We are entering an age where we are able look back on the early 2000’s with nostalgia. There are themed club nights, themed Spotify playlists, distinct fashions that we are only now beginning to recycle. We are able to do this because we recognise that the 2000s were a different time with a fundamentally different moral and aesthetic sensibility. But not everything survives this paradigm shift, and there are cultural artefacts that will be left out of the noughties renaissance. One of these is Monkey Dust, a late-night BBC Three animated sketch show that the BBC would rather you forgot.

Whilst on the surface, Monkey Dust is an ugly cartoon sketch show that hasn’t aged well, it is far more significant. It is self-aware in its vulgarity, poking fun at the worst aspects of society in hilarious callousness treading where no contemporary comedy would dare. The show first aired from 2003 to 2005 and has not been aired on screens since, likely because most sketches portray sexism, racism, and just about anything that would result in a Twitter uproar. As a result, the series has been relinquished to the dark unmoderated corners of YouTube.

Needless to say, it would never be made today.

So what makes it so tasteless? Many recurring characters are vulgar stereotypes such as Jeff the “first time cottager” whose desperate attempts to engage in homosexual acts always end in comic misfortune. Many jokes make light of now sensitive issues like the two rubbish terrorists who go from planning their suicide in the name of Jihad to discussing trash TV and eating Findus crispy pancakes:

Who do you think will win stars in their eyes Omar?”

“They will all die in a sea of blood”

“Shall I not bother voting then?”

It is easy to accuse the show of racism but it is careful never to take sides; just as it lampoons Islamic Fundamentalism, it tears apart whitewashed Richard Curtis films for being dominated by posh trust fund babies, comically implying that all ethnic characters are forcibly removed to preserve the aura so that a cartoon Hugh Grant can prance around as his irritatingly oblivious self. This is where the brilliance of Monkey Dust lies. The show drags everyone down to its level of cynicism and pessimism to deconstruct the hidden side of contemporary morality and all its hypocrisy, always doing so with genuine wit and insight. There are sketches mocking taking shots at self-important cyclists (portrayed as alien-human hybrids who boast about being environmentally friendly whilst wearing Lycra clothes from a sweat shop), trigger happy Hollywood movies that are overtly racist, and Middle Class moralists who condemn prostitution whilst secretly harbouring paedophilic desire (watch a sketch called House Call if you dare.)

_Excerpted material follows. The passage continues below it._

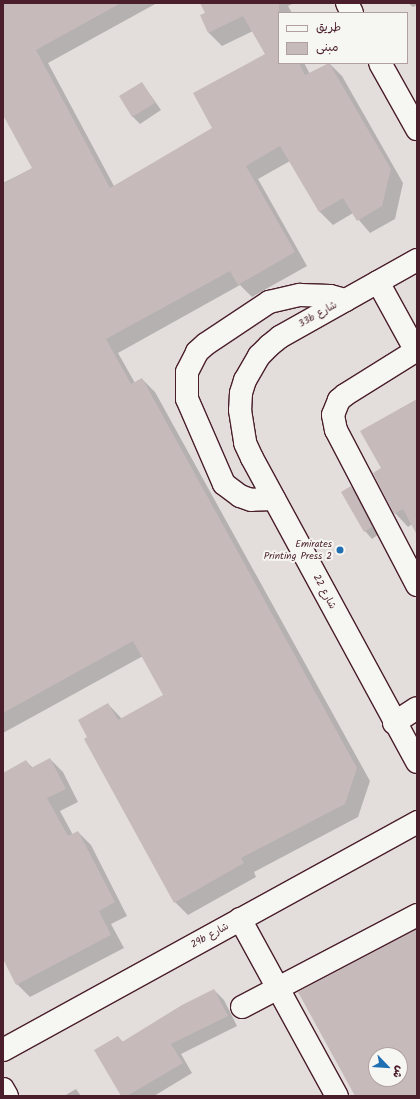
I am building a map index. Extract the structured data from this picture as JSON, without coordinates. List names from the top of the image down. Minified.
{"streets":{"street":["33b شارع","شارع 22","29b شارع"]},"crossings":[["33b شارع","شارع 22"]],"places":["Emirates Printing Press 2"],"legend":["طريق","مبنى"],"north":"bottom right"}
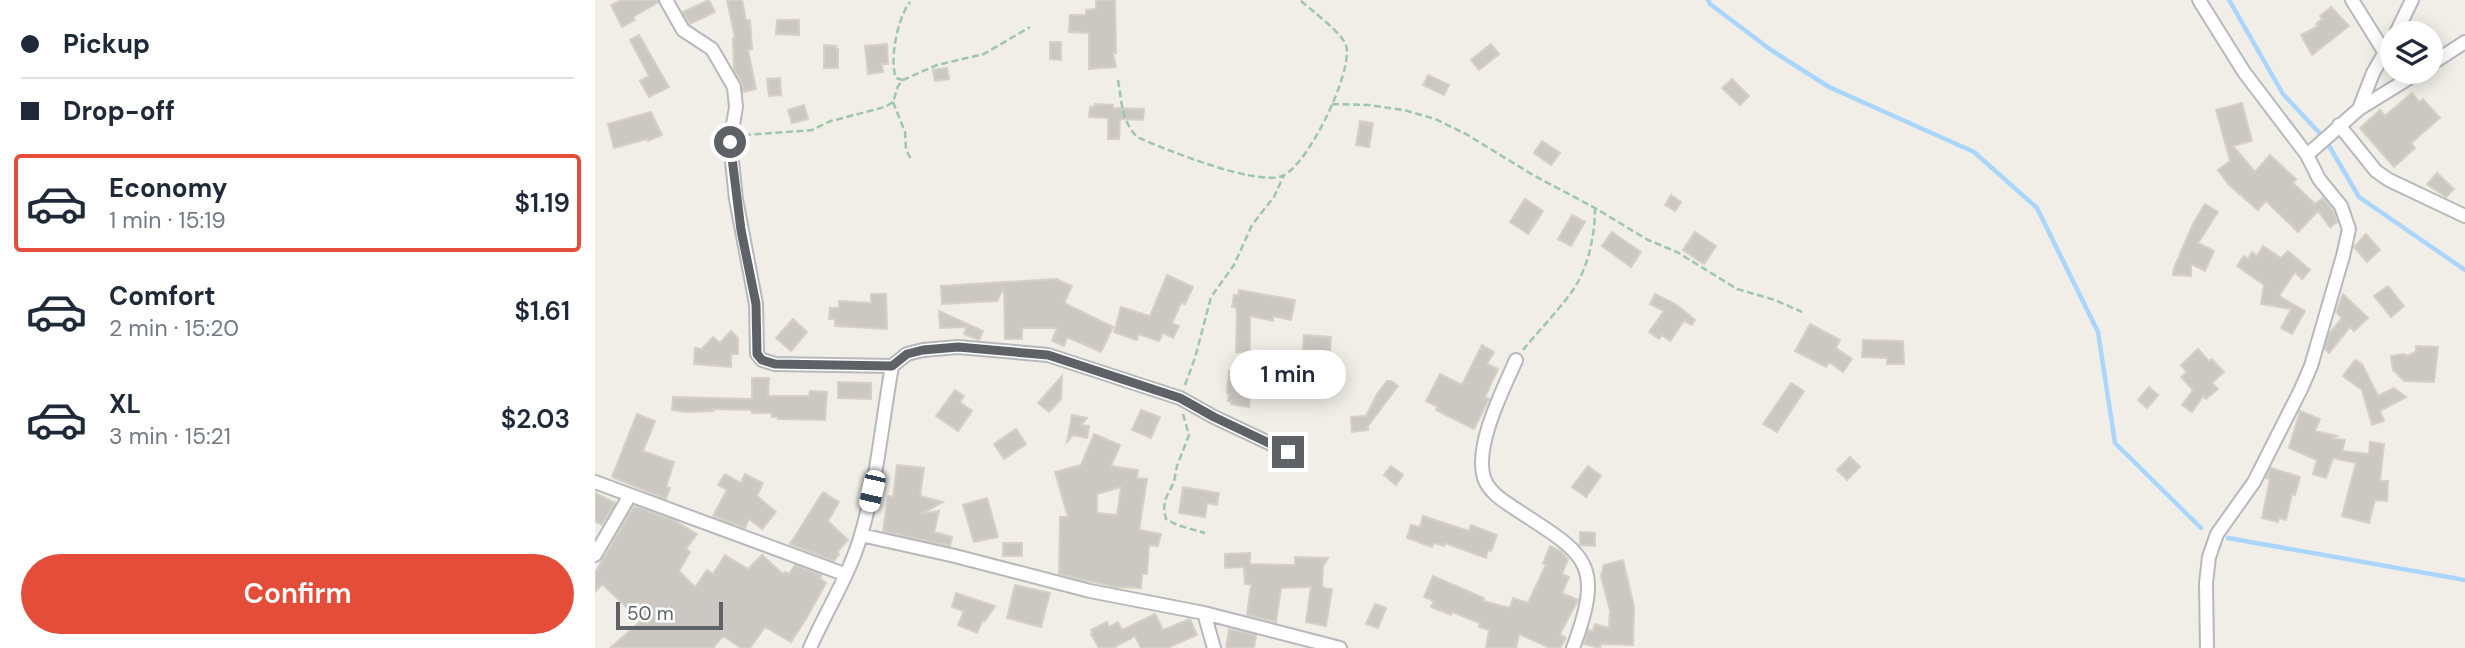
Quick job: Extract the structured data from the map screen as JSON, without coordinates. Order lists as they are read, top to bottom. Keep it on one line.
{"scale_bar":"50 m","page":{"banner":["Pickup","Drop-off"],"list":[{"name":"Economy","note":"1 min · 15:19","value":"$1.19"},{"name":"Comfort","note":"2 min · 15:20","value":"$1.61"},{"name":"XL","note":"3 min · 15:21","value":"$2.03"}],"bubble":"1 min","buttons":"Confirm","scale":"50 m"}}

Needless to say, it would never be made today. The humour is too crass and runs the risk of causing offence despite many jokes still being painfully relevant. Another recurring gag highlights the NHS being depressingly underfunded to equally comic and tragic effect. But looking back at Monkey Dust is a strangely nostalgic experience despite the fact the show lavishes in the darkest aspects of society. The last thing its creators wanted is to make viewers long for the world it caricatures; but the show came from a Britain that hadn’t undergone the 7/7 bombings or Operation Yewtree, and consequently didn’t realise the horrors of terrorism or know the full extent of paedophilia in the entertainment industry. This is clear to see in how callous the show’s creators are in mocking these issues: nothing is too tragic that it cannot be laughed at. The same cannot be said today.

Monkey Dust is truly a relic from a lost time. It can tell us more about our society today than any pseudo political comedian ever could.